CHEF electrophoresis and Southern blotting.

Agarose plugs for all the strains were prepared using a contour-clamped homogeneous electric field (CHEF) genomic plug kit following the manufacturer's recommendations (Bio-Rad). One-third of each agarose plug was used per well of a 1% megabase agarose gel (Bio-Rad) buffered with 0.5× TBE (5.4 g Tris base, 2.75 g boric acid, 2 ml 0.5 M EDTA, pH 8, in 1 liter demineralized water). Chromosomes were separated in a CHEF-DR II system (Bio-Rad) for 28 h with a switch time of 60 s, an angle of 120°, and 5 V · cm⁻², followed by 16 h with a switch time of 90 s. DNA was stained with ethidium bromide (3 μg · ml⁻¹ in 0.5× TBE buffer) and destained in 0.5× TBE buffer for 20 min with gentle agitation. Imaging was done using an InGenius LHR Gel Imaging System (Syngene, Bangalore, India). Southern blot probes (ca. 1 kb) were amplified from genomic DNA of CEN.PK113-7D and prepared with an AlkPhos direct-labeling and detection system (Amersham Biosciences, Piscataway, NJ) according to the manufacturer's protocol. Separated chromosomes were transferred to Hybond-N⁺ nylon membranes (GE Healthcare, Diegem, Belgium) using vacuum transfer with a vacuum blotter (Bio-Rad) and fixed to the nylon membrane by UV exposure for 2 min. Signal generation and detection were performed using an Amersham Gene Images AlkPhos direct-labeling and detection system, together with CDP-Star chemiluminescent detection (Amersham Biosciences) and exposure to an Amersham Hyperfilm ECL (Amersham Biosciences), following the manufacturer's recommendations.

DNA sequencing.

Genomic DNA of strains IMS0478, IMS0480, IMS0481, and IMS0496 was isolated with a Qiagen Blood and Cell Culture DNA kit with 100/G genomic tips (Qiagen, Valencia, California) according to the manufacturer's protocol. Paired-end sequencing (126-bp reads) was performed on 350-bp insert libraries with an Illumina HiSeq 2500 sequencer (Baseclear BV, Leiden, The Netherlands) with a minimum sample size of 550 Mb, accounting for a coverage of approximately 45 times. Data mapping to the CEN.PK113-7D genome (22), data processing, and chromosome copy number variation determinations were done as described previously (65).
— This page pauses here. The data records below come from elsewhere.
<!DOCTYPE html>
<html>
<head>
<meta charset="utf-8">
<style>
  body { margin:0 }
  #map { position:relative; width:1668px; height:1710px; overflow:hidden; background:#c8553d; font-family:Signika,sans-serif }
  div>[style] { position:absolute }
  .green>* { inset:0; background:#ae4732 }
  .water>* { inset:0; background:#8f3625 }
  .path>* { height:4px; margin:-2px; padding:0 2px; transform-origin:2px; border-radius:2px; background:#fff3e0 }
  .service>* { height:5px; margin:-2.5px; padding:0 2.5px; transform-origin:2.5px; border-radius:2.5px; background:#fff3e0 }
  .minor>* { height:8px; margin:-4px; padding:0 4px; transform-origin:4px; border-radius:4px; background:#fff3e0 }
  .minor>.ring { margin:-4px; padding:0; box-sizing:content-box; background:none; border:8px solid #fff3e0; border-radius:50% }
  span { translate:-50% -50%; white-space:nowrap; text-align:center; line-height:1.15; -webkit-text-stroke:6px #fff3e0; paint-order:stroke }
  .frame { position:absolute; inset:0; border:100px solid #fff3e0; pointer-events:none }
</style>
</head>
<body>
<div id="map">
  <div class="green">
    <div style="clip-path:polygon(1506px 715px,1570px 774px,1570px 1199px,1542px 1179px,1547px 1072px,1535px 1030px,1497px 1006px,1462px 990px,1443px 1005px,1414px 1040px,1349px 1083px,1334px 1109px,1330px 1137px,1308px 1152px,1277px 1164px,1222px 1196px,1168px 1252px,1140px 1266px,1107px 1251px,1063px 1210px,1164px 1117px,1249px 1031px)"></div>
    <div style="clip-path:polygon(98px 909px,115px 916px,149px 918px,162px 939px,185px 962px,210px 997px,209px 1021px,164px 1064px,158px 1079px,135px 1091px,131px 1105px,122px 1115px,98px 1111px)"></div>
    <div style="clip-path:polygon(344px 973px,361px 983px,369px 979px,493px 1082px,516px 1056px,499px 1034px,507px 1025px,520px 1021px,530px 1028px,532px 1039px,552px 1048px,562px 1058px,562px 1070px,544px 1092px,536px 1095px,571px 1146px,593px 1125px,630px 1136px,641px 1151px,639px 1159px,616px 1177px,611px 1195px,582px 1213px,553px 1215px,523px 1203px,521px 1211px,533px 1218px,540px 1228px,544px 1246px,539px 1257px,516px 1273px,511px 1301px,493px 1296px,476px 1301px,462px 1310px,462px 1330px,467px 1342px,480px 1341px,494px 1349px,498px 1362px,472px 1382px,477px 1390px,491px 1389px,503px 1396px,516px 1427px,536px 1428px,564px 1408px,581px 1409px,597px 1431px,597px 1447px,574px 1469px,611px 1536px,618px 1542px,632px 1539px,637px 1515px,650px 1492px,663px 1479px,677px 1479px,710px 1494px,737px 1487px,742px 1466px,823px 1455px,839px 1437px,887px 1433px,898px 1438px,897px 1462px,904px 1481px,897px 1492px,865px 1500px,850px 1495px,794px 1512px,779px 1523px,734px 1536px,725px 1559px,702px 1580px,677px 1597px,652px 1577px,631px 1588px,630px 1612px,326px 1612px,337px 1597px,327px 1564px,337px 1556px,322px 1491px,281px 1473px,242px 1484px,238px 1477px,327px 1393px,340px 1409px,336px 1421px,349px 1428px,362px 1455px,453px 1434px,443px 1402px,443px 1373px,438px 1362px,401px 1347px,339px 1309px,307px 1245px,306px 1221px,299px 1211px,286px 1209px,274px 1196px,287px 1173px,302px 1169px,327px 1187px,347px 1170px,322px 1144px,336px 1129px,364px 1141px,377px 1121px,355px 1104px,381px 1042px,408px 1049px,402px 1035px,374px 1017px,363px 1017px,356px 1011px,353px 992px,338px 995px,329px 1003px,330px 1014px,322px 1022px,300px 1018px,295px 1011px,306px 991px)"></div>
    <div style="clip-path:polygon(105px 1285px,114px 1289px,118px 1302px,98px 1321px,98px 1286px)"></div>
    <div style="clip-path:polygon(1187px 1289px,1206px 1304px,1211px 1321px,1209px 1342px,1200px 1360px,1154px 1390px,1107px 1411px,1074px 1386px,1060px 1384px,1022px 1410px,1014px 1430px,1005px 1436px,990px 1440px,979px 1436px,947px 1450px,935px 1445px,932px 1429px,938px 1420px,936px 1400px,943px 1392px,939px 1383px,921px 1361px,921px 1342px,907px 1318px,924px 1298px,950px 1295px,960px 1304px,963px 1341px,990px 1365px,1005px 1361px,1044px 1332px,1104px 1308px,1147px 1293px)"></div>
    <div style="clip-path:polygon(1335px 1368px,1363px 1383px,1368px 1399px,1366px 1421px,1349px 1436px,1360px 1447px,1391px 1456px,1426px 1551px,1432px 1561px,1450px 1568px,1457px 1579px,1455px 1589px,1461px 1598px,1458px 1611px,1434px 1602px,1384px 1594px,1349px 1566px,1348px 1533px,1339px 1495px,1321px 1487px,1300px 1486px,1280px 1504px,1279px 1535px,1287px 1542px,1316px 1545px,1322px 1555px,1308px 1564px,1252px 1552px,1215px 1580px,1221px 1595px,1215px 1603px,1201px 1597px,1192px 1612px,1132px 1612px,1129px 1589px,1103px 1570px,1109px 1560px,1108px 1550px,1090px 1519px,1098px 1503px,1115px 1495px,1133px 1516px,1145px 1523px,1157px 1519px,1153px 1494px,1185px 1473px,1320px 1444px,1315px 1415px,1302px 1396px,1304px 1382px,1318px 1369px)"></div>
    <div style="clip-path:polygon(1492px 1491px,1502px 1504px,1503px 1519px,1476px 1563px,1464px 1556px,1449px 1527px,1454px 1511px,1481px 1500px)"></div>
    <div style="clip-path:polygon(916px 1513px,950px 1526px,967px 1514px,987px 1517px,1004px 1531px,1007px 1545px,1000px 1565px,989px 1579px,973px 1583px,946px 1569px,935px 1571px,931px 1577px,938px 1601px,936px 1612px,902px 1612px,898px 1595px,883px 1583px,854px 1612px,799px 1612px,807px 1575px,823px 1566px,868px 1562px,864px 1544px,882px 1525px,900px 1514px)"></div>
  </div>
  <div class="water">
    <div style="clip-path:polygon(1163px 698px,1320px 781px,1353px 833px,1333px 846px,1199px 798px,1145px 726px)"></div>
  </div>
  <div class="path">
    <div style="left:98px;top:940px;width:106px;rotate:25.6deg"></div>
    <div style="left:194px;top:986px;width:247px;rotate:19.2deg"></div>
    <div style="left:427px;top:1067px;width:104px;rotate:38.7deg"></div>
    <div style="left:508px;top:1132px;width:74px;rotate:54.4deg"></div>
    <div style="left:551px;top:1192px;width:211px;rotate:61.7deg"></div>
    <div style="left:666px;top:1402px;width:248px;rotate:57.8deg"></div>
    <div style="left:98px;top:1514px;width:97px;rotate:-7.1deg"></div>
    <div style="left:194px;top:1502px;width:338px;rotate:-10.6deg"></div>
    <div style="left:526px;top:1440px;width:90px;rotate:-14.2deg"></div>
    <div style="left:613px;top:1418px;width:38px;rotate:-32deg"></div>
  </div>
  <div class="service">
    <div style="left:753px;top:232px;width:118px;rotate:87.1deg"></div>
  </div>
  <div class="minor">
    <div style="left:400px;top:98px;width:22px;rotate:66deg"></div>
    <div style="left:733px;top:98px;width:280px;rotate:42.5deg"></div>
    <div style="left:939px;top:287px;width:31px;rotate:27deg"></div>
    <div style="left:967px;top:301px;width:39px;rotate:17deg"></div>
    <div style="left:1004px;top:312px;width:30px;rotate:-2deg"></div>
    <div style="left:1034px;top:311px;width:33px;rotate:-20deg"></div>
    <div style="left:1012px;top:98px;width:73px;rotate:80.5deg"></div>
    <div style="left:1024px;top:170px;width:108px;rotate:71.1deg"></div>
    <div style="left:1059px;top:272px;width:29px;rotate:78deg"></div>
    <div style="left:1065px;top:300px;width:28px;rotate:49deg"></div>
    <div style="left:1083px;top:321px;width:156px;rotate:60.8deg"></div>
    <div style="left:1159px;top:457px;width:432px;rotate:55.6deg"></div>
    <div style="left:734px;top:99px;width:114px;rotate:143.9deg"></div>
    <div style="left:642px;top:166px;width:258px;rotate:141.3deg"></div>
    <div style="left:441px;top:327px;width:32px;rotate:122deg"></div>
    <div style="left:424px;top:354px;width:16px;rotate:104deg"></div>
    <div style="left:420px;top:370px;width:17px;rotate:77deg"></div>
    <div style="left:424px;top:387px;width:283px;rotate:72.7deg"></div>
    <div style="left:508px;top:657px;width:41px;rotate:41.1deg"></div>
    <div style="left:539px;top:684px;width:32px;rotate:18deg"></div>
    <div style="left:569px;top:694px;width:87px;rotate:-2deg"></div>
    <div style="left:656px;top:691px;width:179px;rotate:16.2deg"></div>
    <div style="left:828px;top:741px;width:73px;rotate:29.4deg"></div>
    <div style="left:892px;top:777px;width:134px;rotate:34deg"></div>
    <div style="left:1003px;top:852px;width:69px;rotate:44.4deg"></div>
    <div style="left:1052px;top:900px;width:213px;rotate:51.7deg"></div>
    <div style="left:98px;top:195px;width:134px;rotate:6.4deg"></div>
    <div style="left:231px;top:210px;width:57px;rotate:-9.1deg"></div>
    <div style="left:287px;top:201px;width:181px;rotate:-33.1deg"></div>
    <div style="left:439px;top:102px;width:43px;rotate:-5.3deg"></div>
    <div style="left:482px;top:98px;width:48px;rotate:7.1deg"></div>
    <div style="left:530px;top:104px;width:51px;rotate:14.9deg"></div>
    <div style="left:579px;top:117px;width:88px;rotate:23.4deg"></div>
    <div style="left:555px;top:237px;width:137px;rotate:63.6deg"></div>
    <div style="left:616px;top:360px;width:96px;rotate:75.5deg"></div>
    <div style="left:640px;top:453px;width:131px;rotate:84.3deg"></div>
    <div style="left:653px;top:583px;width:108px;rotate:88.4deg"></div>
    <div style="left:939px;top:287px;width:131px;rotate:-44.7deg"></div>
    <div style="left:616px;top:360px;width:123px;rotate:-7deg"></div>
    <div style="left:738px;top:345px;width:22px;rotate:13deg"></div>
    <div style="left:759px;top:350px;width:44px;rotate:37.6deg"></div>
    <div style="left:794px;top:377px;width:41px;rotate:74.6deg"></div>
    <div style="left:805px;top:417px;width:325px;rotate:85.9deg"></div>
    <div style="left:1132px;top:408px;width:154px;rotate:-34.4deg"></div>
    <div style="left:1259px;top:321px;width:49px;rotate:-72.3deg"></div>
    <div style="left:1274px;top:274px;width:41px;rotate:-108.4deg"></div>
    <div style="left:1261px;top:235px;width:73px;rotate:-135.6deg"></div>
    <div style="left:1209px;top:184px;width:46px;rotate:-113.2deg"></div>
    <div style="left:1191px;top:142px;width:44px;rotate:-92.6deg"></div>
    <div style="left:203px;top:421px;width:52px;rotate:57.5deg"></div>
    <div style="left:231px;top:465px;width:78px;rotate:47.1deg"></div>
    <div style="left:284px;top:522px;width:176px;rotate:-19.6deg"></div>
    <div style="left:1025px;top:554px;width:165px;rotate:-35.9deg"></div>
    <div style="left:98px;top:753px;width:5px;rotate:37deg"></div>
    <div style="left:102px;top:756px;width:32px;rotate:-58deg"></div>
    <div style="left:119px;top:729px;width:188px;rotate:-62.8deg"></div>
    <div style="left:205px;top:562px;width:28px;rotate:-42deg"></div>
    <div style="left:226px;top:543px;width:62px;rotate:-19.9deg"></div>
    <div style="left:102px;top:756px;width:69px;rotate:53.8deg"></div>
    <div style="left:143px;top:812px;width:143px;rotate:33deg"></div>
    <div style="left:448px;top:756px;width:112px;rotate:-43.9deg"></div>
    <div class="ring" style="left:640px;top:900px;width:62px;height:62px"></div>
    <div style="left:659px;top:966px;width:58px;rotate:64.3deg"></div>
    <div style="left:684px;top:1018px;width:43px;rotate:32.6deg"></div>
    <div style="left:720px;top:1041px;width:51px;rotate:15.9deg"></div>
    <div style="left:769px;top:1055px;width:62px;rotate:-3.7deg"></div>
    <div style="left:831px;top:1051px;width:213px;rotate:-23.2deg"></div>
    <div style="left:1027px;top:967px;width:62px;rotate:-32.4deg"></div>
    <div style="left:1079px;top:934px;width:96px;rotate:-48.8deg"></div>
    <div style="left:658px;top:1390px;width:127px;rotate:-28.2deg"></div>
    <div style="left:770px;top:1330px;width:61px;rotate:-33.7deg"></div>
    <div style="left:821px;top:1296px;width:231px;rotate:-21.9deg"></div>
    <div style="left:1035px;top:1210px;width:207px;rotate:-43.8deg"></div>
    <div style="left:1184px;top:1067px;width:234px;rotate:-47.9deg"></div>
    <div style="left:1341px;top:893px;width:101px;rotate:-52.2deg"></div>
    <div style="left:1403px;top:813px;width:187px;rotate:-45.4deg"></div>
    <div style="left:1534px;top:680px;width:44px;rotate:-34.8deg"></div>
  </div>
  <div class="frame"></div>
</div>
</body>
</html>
Copy numbers of BIO1, BIO2, BIO3, BIO4, and BIO6 were estimated by comparing their read depths to the average read depths of the single-copy reference genes [YAL001C (TFC3), YBL015W (ACH1), YCL040W (GLK1), YDL029W (ARP2), YEL012W (UBC8), YER049W (TPA1), YBR196C (PGI1), YER178W (PDA1), YFL039C (ACT1), and YJL121C (RPE1)], processed with Pilon (66).

Accession number(s).

The sequencing data are available under the Bioproject accession number PRJNA383023.